[Stored data entries]
- Opening Delimiter -

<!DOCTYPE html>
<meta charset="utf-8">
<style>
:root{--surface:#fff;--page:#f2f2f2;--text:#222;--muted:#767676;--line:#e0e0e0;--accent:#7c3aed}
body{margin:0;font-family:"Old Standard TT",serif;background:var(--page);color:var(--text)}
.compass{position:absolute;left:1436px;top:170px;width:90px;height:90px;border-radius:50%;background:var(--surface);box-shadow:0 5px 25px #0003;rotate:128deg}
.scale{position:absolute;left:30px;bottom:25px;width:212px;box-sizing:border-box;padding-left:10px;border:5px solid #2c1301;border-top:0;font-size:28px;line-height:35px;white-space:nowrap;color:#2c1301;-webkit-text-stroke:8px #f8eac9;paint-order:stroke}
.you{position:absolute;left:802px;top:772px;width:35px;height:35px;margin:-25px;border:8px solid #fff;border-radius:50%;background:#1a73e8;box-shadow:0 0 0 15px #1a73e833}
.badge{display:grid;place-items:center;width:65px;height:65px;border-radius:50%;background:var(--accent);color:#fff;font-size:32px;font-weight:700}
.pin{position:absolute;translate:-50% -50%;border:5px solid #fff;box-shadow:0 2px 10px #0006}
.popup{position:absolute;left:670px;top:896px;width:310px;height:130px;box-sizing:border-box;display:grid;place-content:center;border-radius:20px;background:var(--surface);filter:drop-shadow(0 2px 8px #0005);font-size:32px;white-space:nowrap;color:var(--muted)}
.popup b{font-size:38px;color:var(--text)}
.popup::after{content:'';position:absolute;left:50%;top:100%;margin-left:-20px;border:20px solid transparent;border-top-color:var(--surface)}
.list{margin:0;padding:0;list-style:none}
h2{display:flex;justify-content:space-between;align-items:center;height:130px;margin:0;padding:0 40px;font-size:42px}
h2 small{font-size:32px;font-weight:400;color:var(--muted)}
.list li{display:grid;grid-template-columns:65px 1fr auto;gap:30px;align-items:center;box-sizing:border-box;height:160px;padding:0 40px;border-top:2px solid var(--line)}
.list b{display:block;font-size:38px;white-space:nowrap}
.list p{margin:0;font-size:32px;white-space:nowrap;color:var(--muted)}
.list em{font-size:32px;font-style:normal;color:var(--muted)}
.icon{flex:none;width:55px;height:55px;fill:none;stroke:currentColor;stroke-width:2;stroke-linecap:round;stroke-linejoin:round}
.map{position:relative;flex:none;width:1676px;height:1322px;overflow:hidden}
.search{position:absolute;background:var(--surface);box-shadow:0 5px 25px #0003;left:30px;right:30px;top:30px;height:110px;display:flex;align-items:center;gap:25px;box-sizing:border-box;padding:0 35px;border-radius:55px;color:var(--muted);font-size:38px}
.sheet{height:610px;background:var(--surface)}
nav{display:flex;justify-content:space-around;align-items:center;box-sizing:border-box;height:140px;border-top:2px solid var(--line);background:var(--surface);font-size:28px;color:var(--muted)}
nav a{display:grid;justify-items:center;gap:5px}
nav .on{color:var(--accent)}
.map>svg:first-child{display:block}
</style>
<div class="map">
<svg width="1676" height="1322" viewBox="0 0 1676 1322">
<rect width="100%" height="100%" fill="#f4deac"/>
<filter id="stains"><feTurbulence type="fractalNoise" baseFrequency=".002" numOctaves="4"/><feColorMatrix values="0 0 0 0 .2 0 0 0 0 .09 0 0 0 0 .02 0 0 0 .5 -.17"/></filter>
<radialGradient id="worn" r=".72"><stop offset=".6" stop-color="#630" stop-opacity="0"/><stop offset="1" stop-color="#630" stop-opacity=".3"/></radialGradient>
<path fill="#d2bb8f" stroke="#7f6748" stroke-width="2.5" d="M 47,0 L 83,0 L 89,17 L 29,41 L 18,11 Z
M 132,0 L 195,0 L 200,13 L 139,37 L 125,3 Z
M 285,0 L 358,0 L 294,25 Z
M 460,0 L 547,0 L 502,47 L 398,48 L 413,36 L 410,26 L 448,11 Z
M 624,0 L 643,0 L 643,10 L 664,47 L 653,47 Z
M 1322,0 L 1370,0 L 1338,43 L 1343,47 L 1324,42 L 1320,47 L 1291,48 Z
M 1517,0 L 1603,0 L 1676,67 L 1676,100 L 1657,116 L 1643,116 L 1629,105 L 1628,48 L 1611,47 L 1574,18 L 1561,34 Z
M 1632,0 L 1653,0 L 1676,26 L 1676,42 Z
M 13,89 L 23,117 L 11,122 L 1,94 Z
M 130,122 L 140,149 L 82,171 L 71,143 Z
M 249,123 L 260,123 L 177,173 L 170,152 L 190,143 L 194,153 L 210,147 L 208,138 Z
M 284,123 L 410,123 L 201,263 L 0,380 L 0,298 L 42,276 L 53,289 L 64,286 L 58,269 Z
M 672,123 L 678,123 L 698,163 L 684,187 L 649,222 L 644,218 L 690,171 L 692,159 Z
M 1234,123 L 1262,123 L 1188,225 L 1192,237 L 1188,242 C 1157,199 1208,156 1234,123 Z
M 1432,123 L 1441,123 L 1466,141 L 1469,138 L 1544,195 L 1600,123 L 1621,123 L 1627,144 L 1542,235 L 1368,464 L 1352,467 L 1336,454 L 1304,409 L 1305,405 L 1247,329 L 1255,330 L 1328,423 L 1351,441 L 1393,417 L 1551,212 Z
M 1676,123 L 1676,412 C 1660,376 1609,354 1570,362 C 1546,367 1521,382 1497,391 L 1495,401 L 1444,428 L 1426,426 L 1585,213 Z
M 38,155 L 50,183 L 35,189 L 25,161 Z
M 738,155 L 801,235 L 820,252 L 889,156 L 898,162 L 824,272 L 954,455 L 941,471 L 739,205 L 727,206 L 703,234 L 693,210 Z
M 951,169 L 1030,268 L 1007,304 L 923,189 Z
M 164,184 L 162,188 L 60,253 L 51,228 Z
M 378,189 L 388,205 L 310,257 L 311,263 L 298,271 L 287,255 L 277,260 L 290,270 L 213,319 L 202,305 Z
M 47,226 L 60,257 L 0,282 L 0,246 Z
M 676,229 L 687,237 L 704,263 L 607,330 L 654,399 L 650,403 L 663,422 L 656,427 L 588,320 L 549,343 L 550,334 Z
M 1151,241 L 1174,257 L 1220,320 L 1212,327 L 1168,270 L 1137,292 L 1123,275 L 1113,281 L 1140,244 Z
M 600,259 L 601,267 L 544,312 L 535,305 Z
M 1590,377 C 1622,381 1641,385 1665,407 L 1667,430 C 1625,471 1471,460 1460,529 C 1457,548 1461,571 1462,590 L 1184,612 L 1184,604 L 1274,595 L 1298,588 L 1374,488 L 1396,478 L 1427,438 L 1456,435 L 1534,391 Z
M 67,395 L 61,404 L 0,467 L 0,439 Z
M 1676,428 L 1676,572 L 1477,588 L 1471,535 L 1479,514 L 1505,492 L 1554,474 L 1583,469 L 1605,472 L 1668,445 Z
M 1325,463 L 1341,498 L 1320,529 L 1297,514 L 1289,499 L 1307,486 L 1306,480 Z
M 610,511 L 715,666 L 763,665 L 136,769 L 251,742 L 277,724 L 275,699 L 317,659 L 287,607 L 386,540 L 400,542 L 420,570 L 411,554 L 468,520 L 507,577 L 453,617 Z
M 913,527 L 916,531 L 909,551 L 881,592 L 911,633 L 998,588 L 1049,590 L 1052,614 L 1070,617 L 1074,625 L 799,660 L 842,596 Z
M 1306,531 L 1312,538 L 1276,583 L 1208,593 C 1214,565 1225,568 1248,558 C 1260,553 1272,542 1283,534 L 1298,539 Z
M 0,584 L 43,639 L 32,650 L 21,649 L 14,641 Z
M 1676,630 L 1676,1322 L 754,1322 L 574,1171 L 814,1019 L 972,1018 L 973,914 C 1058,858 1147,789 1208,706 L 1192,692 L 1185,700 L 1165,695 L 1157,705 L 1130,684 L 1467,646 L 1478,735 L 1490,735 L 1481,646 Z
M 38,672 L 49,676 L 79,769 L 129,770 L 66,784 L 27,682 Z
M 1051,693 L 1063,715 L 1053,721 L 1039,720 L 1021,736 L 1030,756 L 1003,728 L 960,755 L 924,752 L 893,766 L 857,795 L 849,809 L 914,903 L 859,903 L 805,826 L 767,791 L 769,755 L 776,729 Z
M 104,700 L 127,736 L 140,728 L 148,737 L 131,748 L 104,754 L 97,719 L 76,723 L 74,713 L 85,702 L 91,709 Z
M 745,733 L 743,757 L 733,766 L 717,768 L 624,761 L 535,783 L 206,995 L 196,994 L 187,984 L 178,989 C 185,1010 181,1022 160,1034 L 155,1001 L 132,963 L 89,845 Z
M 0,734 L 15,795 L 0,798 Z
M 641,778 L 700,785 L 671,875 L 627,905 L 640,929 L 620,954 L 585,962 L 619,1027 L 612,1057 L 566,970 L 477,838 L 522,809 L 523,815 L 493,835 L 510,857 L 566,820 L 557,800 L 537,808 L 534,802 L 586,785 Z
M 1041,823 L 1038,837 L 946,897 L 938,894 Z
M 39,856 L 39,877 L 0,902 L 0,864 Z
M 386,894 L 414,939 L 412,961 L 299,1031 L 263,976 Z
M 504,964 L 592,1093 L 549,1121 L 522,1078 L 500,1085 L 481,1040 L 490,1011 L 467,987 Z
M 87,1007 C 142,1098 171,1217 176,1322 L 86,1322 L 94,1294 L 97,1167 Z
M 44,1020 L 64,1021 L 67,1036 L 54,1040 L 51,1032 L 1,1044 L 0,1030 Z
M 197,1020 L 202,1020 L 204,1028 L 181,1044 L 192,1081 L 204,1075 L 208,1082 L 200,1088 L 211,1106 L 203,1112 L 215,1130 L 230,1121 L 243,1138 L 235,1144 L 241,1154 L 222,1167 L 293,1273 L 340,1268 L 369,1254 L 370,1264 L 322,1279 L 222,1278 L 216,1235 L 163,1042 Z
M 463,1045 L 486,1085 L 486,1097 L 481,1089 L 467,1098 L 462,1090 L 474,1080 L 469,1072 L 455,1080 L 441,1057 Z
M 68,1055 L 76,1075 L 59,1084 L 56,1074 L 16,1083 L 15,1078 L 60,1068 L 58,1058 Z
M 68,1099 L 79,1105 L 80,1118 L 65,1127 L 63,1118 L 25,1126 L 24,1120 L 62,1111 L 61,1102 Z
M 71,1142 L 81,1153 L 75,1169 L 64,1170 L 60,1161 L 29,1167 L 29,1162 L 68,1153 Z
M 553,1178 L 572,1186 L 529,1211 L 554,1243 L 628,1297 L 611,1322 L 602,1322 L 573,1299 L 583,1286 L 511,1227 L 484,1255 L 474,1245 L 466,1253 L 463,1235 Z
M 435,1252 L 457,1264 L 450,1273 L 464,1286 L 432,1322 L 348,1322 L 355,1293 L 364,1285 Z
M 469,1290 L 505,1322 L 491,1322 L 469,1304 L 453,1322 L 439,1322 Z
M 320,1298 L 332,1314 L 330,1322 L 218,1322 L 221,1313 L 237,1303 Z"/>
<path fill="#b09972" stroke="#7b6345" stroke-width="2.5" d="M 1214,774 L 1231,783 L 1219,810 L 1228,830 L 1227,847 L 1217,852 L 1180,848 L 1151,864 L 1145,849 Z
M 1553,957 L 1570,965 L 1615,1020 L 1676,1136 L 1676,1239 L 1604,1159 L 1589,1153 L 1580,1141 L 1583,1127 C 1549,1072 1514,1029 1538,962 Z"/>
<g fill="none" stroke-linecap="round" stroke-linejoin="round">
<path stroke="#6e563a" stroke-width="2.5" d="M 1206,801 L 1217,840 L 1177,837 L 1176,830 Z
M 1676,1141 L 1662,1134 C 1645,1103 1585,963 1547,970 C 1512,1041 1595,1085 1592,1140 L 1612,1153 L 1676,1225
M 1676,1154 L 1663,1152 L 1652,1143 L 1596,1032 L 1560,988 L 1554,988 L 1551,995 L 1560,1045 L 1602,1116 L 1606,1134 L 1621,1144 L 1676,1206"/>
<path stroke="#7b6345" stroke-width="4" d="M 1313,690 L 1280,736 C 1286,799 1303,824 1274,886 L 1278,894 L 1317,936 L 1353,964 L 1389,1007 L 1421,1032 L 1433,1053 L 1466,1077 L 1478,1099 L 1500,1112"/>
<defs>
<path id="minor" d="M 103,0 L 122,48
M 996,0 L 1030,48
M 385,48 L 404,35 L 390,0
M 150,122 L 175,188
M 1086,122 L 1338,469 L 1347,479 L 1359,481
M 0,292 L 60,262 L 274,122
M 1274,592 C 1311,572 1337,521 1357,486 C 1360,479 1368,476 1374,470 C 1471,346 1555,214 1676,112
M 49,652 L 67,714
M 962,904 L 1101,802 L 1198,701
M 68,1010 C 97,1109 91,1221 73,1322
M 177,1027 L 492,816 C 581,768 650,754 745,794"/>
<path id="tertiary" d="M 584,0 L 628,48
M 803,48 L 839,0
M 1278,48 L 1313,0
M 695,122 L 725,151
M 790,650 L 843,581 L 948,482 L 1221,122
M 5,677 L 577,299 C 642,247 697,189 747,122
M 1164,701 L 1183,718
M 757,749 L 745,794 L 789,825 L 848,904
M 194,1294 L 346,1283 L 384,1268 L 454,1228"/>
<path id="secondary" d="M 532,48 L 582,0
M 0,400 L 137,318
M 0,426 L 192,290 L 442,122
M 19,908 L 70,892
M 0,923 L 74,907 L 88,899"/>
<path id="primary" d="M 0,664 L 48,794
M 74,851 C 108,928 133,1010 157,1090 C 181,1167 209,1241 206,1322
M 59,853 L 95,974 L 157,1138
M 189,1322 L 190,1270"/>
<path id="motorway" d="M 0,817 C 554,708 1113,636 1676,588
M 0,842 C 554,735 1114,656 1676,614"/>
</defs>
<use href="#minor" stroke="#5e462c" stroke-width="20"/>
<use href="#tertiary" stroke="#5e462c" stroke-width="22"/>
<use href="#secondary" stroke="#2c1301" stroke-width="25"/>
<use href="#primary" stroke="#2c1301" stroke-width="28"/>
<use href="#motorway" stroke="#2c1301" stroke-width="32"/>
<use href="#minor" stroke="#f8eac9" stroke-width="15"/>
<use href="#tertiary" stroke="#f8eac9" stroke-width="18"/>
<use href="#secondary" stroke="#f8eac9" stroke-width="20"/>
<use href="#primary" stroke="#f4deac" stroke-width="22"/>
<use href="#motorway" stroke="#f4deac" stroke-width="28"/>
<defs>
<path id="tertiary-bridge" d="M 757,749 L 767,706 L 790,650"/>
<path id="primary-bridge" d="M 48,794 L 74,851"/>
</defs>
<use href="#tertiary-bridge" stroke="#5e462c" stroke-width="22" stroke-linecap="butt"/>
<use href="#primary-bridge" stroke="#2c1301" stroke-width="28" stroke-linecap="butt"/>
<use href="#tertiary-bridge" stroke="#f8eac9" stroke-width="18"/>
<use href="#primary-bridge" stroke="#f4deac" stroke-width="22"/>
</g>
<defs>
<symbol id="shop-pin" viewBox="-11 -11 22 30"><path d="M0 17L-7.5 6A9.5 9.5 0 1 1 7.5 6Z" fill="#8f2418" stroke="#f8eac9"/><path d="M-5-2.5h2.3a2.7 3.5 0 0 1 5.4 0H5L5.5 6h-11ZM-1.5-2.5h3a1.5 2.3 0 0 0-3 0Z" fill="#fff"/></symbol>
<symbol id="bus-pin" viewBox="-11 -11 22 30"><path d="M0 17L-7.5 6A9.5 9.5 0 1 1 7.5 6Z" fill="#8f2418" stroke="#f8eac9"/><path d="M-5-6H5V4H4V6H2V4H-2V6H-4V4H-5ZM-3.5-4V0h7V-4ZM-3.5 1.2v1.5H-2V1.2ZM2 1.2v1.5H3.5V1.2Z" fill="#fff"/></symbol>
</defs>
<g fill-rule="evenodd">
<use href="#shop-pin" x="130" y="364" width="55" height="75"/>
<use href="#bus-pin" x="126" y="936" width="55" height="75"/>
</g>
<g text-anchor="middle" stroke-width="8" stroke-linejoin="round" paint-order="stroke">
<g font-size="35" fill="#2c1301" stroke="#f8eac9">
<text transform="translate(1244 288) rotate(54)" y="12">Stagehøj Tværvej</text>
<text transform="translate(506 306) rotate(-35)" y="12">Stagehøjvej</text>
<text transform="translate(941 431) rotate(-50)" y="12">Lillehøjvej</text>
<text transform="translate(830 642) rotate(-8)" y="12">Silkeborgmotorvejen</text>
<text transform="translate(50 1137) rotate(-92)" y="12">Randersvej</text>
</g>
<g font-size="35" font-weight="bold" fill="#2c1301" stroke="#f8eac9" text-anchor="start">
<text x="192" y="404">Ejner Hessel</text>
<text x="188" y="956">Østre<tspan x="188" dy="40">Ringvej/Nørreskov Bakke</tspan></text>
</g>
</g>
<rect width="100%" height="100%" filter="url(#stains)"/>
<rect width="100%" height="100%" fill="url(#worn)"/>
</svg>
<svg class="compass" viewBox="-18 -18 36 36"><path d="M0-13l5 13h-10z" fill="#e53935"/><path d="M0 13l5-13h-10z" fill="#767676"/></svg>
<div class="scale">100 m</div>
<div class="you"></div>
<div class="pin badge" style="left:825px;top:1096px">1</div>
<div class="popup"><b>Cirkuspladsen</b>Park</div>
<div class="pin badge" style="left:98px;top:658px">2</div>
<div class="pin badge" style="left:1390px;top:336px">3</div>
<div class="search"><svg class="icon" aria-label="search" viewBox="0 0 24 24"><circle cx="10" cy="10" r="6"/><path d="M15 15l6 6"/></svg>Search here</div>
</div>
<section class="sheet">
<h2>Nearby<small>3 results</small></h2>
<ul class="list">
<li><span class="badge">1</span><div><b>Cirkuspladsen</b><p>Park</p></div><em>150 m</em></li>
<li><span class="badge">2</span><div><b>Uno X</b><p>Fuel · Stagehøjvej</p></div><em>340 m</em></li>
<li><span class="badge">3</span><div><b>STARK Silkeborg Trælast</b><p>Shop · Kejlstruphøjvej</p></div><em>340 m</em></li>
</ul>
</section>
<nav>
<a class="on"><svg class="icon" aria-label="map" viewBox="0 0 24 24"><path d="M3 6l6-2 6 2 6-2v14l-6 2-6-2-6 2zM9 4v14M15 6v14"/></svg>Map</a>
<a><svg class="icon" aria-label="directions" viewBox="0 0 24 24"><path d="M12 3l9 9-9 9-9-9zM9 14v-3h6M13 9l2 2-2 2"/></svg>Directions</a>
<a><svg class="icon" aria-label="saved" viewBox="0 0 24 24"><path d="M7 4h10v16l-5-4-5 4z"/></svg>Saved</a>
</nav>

- Closing Delimiter -

* _What you need to do_: Take the entries above and copy out all lines with the string "worn".

* _Task response_:
<radialGradient id="worn" r=".72"><stop offset=".6" stop-color="#630" stop-opacity="0"/><stop offset="1" stop-color="#630" stop-opacity=".3"/></radialGradient>
<rect width="100%" height="100%" fill="url(#worn)"/>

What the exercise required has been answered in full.